Work instructions:
Produce an exact copy of all the records.

[Dataset entries]
--- START ---

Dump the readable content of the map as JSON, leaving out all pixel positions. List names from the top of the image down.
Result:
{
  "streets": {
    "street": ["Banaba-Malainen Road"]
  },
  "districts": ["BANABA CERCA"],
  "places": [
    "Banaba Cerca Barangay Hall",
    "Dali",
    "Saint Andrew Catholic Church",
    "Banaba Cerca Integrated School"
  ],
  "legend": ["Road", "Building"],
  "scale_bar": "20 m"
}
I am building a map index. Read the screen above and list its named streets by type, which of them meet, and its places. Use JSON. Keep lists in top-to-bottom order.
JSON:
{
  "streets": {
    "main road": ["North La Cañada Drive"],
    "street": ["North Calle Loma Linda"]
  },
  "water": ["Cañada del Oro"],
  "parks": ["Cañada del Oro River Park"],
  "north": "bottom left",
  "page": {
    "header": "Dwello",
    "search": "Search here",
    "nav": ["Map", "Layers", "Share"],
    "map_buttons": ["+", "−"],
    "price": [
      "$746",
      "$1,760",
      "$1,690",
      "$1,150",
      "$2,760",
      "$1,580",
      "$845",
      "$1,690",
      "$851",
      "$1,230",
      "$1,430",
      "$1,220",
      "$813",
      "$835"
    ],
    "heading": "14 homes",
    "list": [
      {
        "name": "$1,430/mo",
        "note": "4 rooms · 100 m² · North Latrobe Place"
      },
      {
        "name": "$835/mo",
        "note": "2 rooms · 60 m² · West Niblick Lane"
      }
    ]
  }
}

--- END ---

Answer for the task:
Dump the readable content of the map as JSON, leaving out all pixel positions. List names from the top of the image down.
Result:
{
  "streets": {
    "street": ["Banaba-Malainen Road"]
  },
  "districts": ["BANABA CERCA"],
  "places": [
    "Banaba Cerca Barangay Hall",
    "Dali",
    "Saint Andrew Catholic Church",
    "Banaba Cerca Integrated School"
  ],
  "legend": ["Road", "Building"],
  "scale_bar": "20 m"
}
I am building a map index. Read the screen above and list its named streets by type, which of them meet, and its places. Use JSON. Keep lists in top-to-bottom order.
JSON:
{
  "streets": {
    "main road": ["North La Cañada Drive"],
    "street": ["North Calle Loma Linda"]
  },
  "water": ["Cañada del Oro"],
  "parks": ["Cañada del Oro River Park"],
  "north": "bottom left",
  "page": {
    "header": "Dwello",
    "search": "Search here",
    "nav": ["Map", "Layers", "Share"],
    "map_buttons": ["+", "−"],
    "price": [
      "$746",
      "$1,760",
      "$1,690",
      "$1,150",
      "$2,760",
      "$1,580",
      "$845",
      "$1,690",
      "$851",
      "$1,230",
      "$1,430",
      "$1,220",
      "$813",
      "$835"
    ],
    "heading": "14 homes",
    "list": [
      {
        "name": "$1,430/mo",
        "note": "4 rooms · 100 m² · North Latrobe Place"
      },
      {
        "name": "$835/mo",
        "note": "2 rooms · 60 m² · West Niblick Lane"
      }
    ]
  }
}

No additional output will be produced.